> **Task statement**
Say how many of the lines below hold "rows", writing the number and nothing more.

> **Dataset extract**
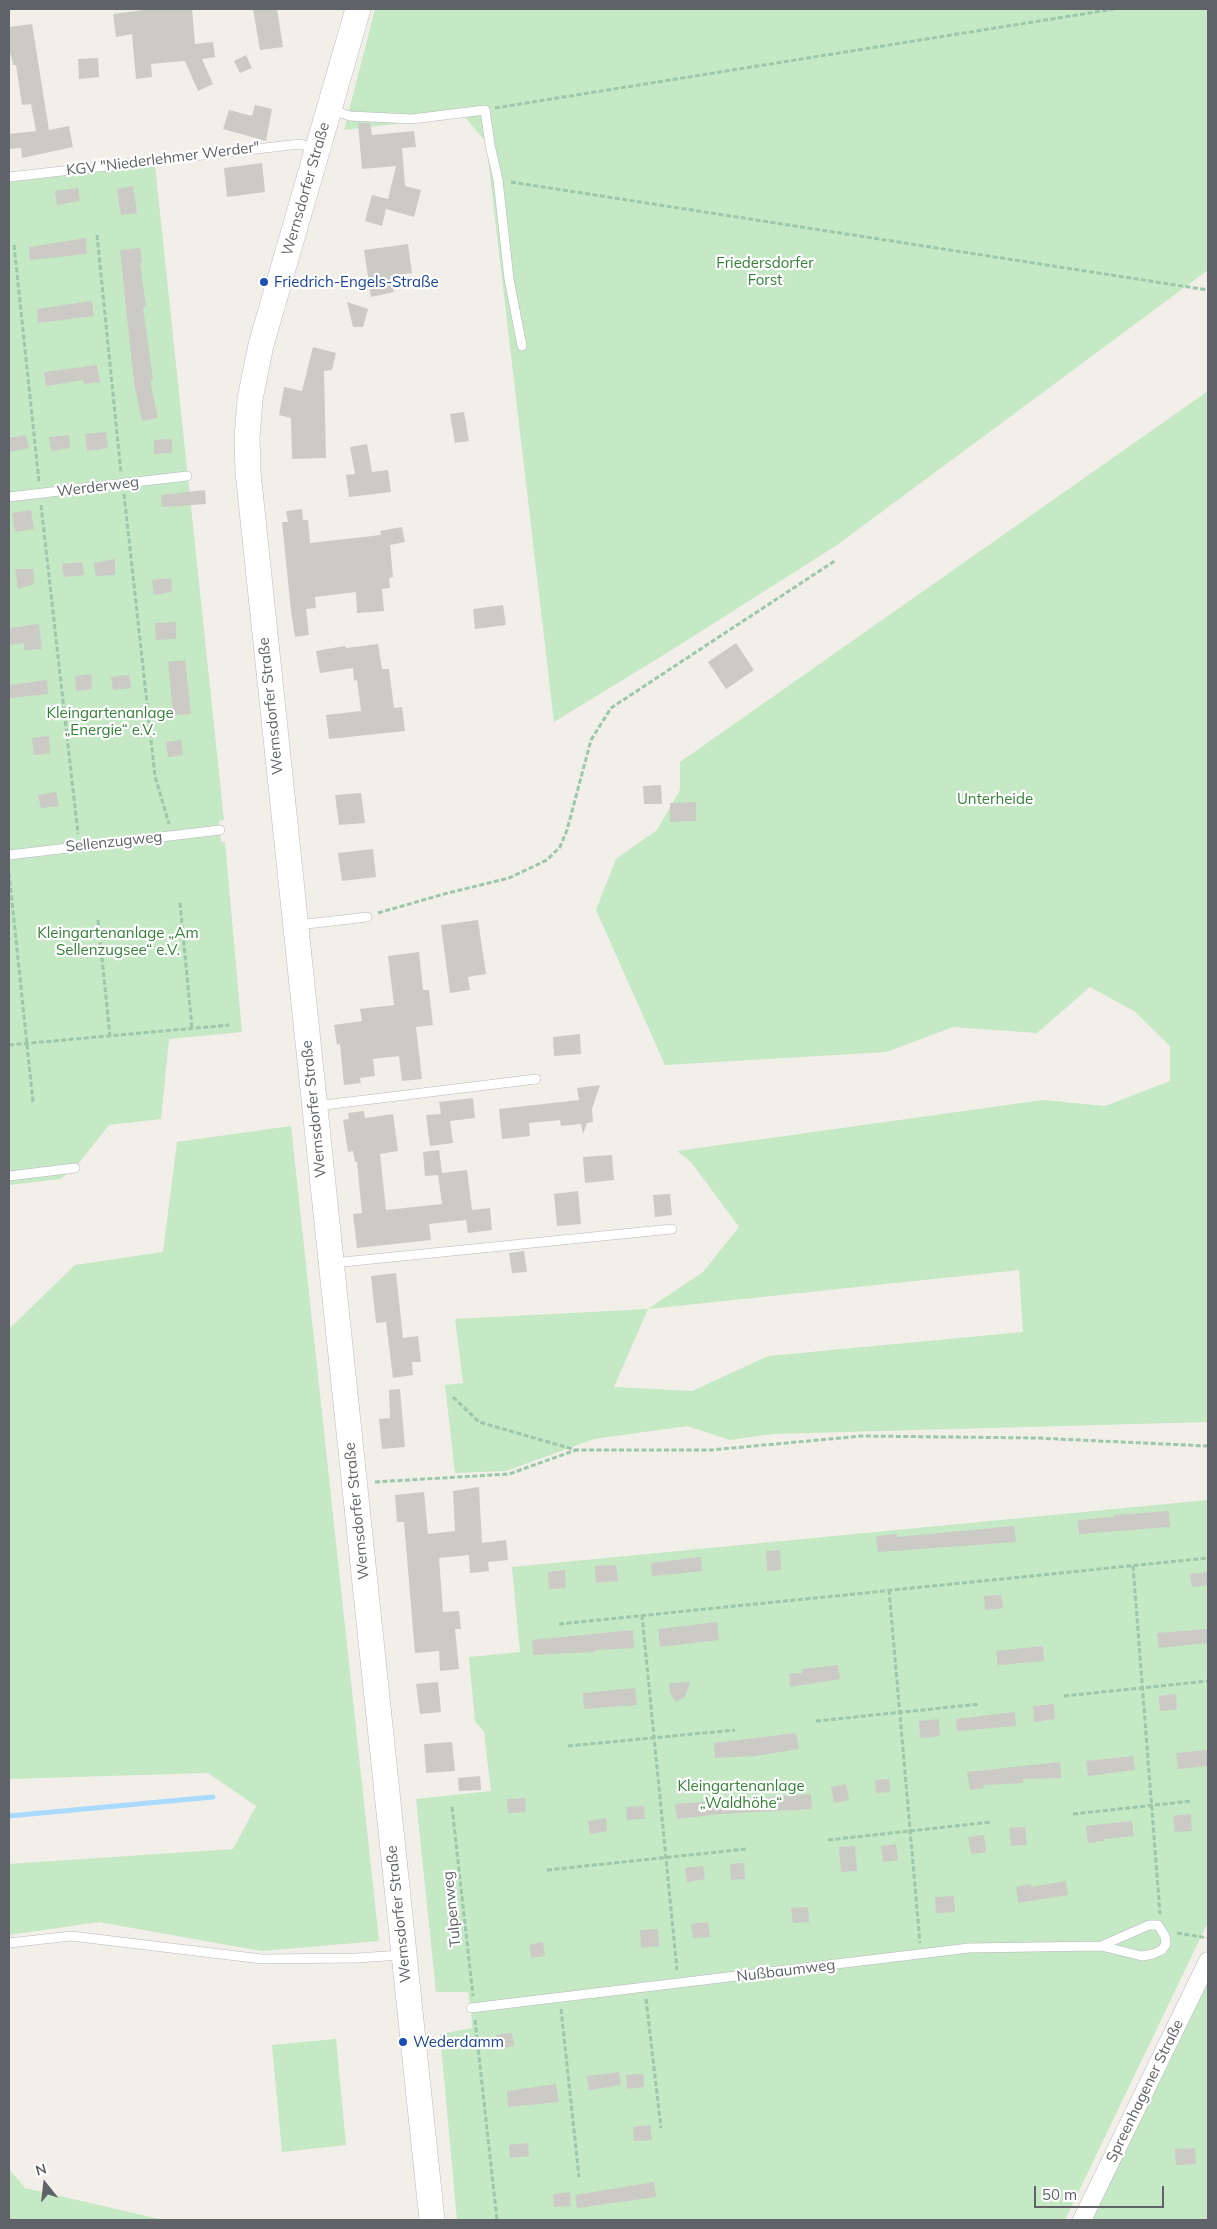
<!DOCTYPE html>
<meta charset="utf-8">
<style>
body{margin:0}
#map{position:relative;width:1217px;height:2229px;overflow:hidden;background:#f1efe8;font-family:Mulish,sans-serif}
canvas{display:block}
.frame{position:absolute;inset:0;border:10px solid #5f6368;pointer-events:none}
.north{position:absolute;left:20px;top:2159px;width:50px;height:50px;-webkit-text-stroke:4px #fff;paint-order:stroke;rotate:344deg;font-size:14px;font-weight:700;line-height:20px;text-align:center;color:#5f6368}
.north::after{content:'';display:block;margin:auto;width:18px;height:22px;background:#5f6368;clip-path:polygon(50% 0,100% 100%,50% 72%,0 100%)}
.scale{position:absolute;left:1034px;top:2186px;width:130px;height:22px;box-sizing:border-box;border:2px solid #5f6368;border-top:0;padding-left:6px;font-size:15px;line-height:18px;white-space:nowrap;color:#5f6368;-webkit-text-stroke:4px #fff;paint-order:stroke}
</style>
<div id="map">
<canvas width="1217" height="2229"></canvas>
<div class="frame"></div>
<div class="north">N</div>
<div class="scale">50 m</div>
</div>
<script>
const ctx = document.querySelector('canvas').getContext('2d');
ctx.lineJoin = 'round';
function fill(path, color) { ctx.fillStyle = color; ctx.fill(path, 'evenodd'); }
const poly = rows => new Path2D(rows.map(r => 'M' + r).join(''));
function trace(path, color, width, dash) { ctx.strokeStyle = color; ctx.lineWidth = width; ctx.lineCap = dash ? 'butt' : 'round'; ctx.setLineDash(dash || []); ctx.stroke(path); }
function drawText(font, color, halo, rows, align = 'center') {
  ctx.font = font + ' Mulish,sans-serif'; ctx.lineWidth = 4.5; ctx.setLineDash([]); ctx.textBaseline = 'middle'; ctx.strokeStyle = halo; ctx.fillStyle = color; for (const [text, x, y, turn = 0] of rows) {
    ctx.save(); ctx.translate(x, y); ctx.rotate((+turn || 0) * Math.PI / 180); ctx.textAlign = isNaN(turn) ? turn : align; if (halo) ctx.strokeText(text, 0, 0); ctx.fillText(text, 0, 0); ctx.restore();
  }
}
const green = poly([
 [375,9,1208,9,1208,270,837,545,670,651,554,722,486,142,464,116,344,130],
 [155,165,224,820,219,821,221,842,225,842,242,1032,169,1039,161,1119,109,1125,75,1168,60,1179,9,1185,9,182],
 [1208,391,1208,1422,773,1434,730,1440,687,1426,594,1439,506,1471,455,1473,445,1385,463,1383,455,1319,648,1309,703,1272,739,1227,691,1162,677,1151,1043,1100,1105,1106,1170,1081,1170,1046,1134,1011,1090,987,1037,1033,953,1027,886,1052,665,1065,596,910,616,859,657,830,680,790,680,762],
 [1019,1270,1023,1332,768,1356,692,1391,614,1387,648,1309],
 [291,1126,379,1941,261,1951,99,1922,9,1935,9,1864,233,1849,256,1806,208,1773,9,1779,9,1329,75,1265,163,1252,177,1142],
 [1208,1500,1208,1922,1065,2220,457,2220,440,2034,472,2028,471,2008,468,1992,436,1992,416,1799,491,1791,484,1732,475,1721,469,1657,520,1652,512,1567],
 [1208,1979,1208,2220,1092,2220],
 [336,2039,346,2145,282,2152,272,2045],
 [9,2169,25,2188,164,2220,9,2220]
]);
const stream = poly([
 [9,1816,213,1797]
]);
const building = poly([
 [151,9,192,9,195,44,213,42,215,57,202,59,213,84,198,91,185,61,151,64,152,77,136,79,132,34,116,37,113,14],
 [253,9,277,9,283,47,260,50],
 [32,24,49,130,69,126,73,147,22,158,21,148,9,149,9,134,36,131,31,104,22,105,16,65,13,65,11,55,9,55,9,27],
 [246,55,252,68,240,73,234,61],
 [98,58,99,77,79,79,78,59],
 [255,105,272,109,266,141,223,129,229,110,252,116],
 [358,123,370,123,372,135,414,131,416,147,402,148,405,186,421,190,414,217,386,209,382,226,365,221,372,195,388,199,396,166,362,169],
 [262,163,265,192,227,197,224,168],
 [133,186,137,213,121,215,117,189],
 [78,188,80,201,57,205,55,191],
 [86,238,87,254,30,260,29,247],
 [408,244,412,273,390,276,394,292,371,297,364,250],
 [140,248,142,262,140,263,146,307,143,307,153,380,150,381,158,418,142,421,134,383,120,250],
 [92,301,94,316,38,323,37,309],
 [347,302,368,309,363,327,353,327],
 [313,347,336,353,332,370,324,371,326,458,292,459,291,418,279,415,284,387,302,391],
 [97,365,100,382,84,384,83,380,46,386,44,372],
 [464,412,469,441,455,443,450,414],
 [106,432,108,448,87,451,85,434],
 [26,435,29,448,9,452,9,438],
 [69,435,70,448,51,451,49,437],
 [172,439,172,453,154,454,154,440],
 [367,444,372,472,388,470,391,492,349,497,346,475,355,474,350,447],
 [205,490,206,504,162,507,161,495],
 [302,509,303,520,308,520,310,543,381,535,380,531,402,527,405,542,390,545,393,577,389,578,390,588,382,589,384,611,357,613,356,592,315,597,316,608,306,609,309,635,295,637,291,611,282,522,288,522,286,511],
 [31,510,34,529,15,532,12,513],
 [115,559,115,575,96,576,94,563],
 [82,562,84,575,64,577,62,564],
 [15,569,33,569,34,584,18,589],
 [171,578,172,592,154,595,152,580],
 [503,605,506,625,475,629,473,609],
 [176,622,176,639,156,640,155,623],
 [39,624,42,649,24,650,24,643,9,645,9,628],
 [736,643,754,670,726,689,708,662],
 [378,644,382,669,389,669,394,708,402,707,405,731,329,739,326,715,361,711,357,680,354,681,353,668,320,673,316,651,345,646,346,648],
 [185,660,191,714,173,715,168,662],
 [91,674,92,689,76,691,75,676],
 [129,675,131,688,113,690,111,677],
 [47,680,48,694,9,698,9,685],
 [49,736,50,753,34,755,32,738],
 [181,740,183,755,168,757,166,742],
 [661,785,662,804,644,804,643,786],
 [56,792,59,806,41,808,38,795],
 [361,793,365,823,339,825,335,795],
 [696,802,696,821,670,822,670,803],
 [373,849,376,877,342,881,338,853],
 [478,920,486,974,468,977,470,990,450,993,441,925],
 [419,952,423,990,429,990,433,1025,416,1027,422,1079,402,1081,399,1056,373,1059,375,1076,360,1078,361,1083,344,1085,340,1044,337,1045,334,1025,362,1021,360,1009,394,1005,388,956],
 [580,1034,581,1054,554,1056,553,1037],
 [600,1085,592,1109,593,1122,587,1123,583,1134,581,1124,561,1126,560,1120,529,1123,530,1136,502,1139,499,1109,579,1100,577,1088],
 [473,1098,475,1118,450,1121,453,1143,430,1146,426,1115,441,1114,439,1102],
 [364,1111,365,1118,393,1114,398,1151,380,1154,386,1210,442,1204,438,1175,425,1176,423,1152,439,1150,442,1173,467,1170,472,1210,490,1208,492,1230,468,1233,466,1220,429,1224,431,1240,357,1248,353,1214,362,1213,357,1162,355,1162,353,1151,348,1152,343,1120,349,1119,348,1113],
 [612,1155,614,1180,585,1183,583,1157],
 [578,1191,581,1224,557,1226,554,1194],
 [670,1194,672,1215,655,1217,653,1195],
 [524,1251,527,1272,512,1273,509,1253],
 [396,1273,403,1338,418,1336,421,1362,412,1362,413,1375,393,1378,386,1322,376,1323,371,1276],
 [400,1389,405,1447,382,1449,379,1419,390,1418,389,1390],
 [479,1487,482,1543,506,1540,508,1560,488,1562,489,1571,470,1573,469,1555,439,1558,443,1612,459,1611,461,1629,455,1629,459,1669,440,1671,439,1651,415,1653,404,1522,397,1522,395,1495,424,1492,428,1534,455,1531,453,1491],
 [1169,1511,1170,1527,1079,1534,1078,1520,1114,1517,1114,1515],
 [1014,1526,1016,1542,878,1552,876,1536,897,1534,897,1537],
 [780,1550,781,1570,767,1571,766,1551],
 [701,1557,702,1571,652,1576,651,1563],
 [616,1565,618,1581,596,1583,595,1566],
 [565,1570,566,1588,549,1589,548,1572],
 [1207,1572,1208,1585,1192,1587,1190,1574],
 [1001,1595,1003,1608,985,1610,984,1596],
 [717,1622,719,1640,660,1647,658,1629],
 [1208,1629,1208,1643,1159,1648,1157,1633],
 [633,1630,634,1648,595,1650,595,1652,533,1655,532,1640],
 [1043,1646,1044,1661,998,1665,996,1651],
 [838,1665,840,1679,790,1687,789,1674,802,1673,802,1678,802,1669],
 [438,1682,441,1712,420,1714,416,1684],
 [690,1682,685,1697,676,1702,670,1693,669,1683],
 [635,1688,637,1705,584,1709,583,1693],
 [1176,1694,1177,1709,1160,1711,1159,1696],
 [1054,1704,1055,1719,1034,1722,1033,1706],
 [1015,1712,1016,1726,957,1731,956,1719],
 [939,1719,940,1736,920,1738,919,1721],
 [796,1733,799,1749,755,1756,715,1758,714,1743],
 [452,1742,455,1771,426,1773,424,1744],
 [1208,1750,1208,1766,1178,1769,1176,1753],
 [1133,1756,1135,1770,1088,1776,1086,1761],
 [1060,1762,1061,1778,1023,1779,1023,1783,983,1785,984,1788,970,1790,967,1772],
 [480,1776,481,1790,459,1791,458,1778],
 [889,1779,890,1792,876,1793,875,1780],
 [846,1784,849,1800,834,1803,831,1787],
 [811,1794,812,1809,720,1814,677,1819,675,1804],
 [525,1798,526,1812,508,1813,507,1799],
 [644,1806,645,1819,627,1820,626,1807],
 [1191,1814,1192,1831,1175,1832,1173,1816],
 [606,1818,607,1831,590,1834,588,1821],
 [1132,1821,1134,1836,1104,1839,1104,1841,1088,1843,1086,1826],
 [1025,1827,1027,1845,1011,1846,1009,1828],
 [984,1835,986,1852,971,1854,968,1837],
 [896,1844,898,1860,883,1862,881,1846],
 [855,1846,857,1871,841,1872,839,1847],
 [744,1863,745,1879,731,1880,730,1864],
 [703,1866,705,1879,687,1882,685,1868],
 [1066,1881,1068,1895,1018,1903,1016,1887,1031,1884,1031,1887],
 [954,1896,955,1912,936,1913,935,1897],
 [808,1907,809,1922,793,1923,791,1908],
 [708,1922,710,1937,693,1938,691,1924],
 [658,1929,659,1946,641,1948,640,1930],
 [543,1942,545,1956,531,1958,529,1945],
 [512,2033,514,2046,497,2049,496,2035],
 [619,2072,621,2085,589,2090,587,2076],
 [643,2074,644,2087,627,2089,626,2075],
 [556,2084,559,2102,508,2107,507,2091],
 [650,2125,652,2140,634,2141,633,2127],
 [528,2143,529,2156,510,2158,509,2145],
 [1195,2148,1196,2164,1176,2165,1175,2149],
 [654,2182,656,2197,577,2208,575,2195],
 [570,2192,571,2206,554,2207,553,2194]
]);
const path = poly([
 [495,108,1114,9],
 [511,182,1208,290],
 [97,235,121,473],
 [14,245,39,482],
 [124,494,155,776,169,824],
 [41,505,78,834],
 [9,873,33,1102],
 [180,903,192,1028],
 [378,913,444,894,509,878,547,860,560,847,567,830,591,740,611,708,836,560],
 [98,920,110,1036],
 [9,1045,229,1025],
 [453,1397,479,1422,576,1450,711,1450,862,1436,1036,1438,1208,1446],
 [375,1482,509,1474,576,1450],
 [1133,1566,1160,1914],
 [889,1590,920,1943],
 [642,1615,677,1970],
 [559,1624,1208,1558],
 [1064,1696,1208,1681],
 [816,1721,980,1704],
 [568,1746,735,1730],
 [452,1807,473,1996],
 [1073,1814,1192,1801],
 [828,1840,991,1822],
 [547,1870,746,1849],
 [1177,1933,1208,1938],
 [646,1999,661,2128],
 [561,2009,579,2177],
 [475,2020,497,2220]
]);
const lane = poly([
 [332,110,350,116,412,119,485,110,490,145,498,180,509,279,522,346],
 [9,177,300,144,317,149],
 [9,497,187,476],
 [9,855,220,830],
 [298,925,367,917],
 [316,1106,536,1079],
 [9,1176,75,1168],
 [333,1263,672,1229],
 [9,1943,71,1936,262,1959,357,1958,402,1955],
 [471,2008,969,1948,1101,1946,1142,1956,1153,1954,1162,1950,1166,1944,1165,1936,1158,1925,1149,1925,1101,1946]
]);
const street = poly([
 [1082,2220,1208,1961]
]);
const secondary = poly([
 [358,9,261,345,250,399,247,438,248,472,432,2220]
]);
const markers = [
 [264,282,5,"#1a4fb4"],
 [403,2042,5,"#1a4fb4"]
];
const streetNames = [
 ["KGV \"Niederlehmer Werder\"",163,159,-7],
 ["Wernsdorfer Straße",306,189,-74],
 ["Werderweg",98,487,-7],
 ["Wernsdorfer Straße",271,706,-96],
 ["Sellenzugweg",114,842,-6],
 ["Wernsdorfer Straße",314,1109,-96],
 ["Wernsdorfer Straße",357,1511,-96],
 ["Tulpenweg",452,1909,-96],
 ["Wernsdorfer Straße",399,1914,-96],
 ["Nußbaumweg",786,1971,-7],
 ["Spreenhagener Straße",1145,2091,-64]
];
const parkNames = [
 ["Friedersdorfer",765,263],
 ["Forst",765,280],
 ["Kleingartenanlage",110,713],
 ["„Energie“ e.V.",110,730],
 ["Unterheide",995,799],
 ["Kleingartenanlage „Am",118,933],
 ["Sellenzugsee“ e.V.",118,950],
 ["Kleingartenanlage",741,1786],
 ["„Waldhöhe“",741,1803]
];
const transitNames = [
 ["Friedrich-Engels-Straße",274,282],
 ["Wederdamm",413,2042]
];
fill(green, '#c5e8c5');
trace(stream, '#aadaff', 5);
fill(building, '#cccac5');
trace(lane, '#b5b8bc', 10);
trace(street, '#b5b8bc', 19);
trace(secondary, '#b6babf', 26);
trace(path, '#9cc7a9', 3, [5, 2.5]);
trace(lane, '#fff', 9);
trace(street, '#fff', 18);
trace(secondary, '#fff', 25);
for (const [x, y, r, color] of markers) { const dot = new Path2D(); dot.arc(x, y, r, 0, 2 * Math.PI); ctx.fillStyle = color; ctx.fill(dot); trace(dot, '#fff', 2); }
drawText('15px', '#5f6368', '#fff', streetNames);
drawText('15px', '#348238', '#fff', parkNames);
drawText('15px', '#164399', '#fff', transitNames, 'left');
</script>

> **Output**
3